So, General Hayden, there is no absence of clarity on this point whatsoever. To the contrary, you’re working hard to introduce ambiguity (that’s the theme of your talk, after all: don’t shine any searchlights in our shadows). The “enhanced techniques” are clearly unlawful, their use constitutes a felony. True Alberto Gonzales wouldn’t prosecute them. But he’ll be gone this week, and with time we will have a chief law enforcement officer actually committed to law enforcement. There is no meaningful difference of opinion on this. David Addington is not really a lawyer. He is a political hack. Here’s a more meaningful test for you: Would Robert Jackson have prosecuted someone for using these techniques on one of our intelligence operatives in World War II? The answer with respect to the “enhanced interrogation techniques” of which you’re so fond is clear (indeed, it’s historically documented). There isn’t any ambiguity, actually.

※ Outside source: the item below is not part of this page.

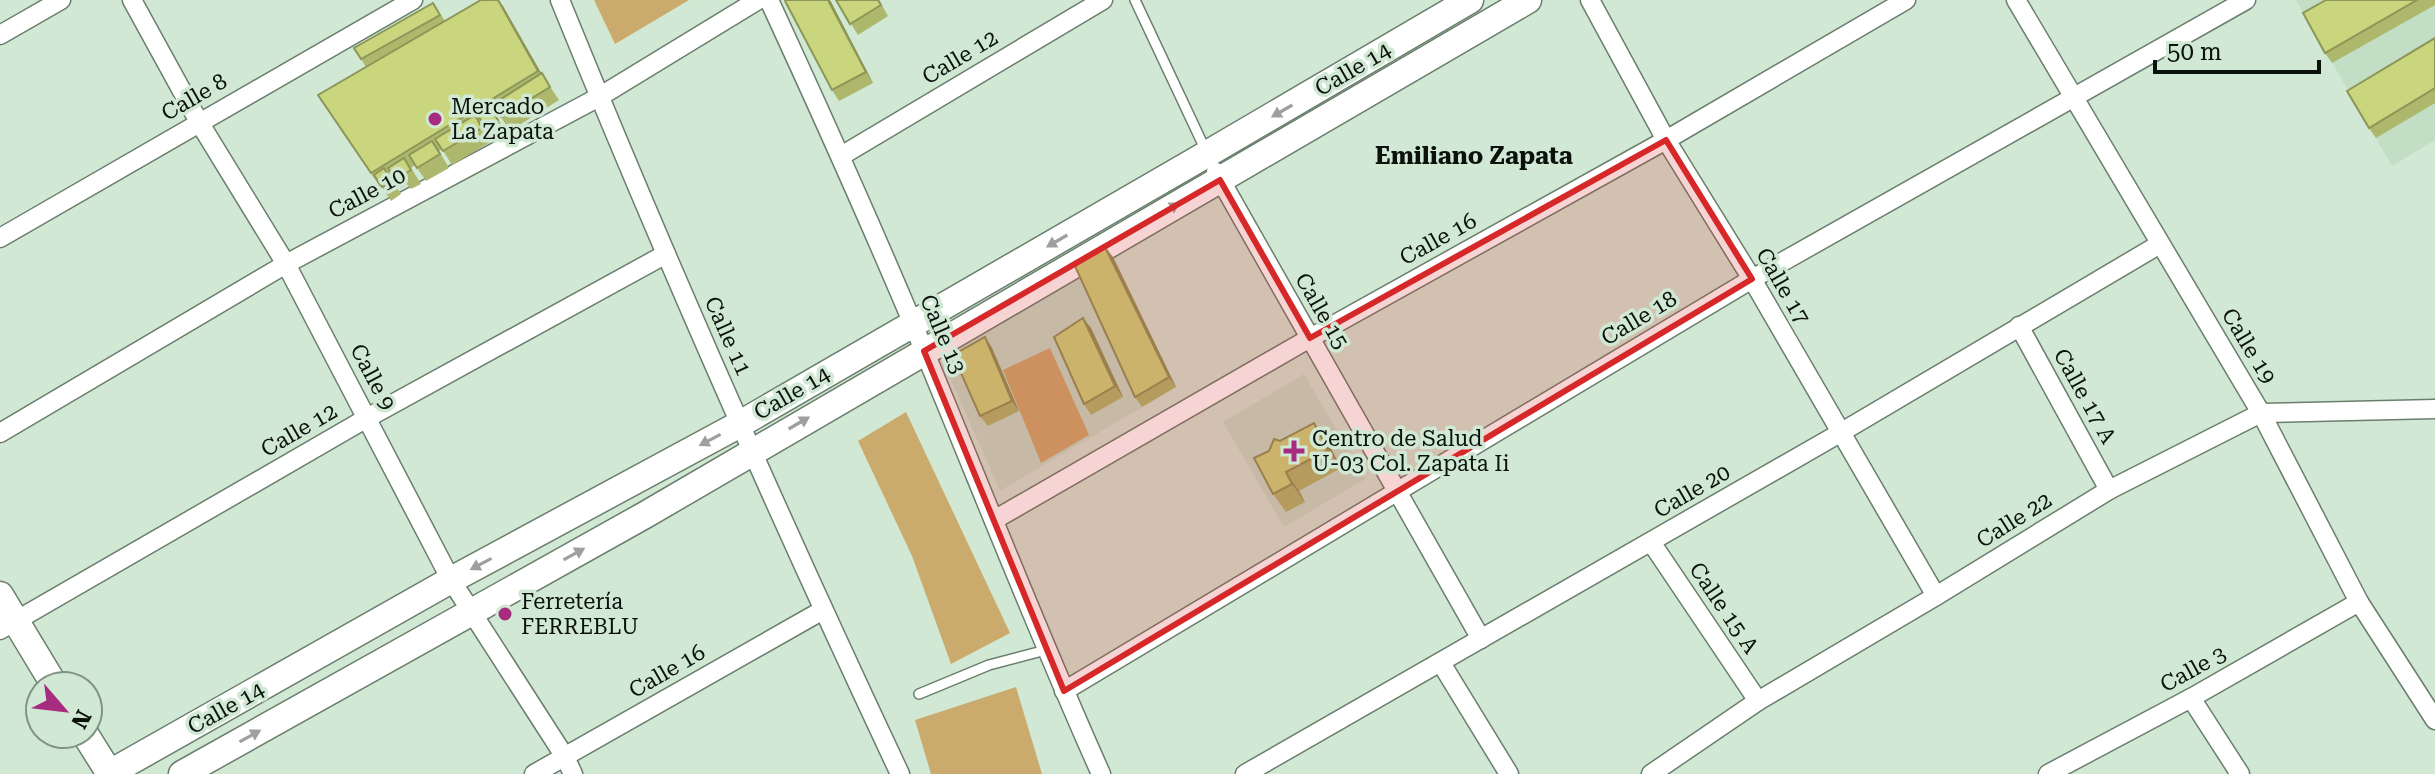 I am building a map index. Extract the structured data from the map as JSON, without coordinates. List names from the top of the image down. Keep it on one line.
{"streets":{"main road":["Calle 14"],"street":["Calle 12","Calle 8","Calle 10","Calle 16","Calle 17","Calle 15","Calle 18","Calle 13","Calle 11","Calle 19","Calle 9","Calle 17 A","Calle 20","Calle 22","Calle 15 A","Calle 3"]},"crossings":[["Calle 12","Calle 13"],["Calle 12","Calle 11"],["Calle 12","Calle 9"],["Calle 14","Calle 15"],["Calle 14","Calle 13"],["Calle 14","Calle 11"],["Calle 14","Calle 9"],["Calle 8","Calle 9"],["Calle 10","Calle 11"],["Calle 10","Calle 9"],["Calle 16","Calle 17"],["Calle 16","Calle 15"],["Calle 16","Calle 13"],["Calle 16","Calle 11"],["Calle 16","Calle 9"],["Calle 17","Calle 18"],["Calle 17","Calle 20"],["Calle 17","Calle 22"],["Calle 15","Calle 18"],["Calle 15","Calle 20"],["Calle 18","Calle 13"],["Calle 18","Calle 19"],["Calle 19","Calle 20"],["Calle 19","Calle 22"],["Calle 19","Calle 3"],["Calle 17 A","Calle 20"],["Calle 17 A","Calle 22"],["Calle 20","Calle 15 A"],["Calle 22","Calle 15 A"]],"districts":["Emiliano Zapata"],"places":{"other":["Mercado La Zapata","Ferretería FERREBLU"],"health":["Centro de Salud U-03 Col. Zapata Ii"]},"scale_bar":"50 m","north":"bottom right"}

But Hayden seems to be reading from one of those index cards for which Addington is so famous. “In Hamdan, the Supreme Court extended the Geneva Conventions to unlawful combatants.” Wrong. The Geneva Conventions always applied to unlawful combatants, and that was fully and consistently the view of the military lawyers. The Supreme Court changed nothing. “I don’t know what Common Article 3 means,” he said three times. I think most observers would call that willful ignorance, which does not constitute a defense. But it’s disingenuous. The Administration’s problem is not ambiguity of Common Article 3, it is rather that its rules are clear enough and they outlaw the “enhanced interrogation techniques.” Hayden would only need to confer with his military lawyer colleagues who have written and spoken on this at length. Or look at the prosecutions at the end of World War II, in which interrogators were prosecuted, and some executed, for using just these techniques. The answers Hayden gave are unworthy of a person holding an important office in a government agency.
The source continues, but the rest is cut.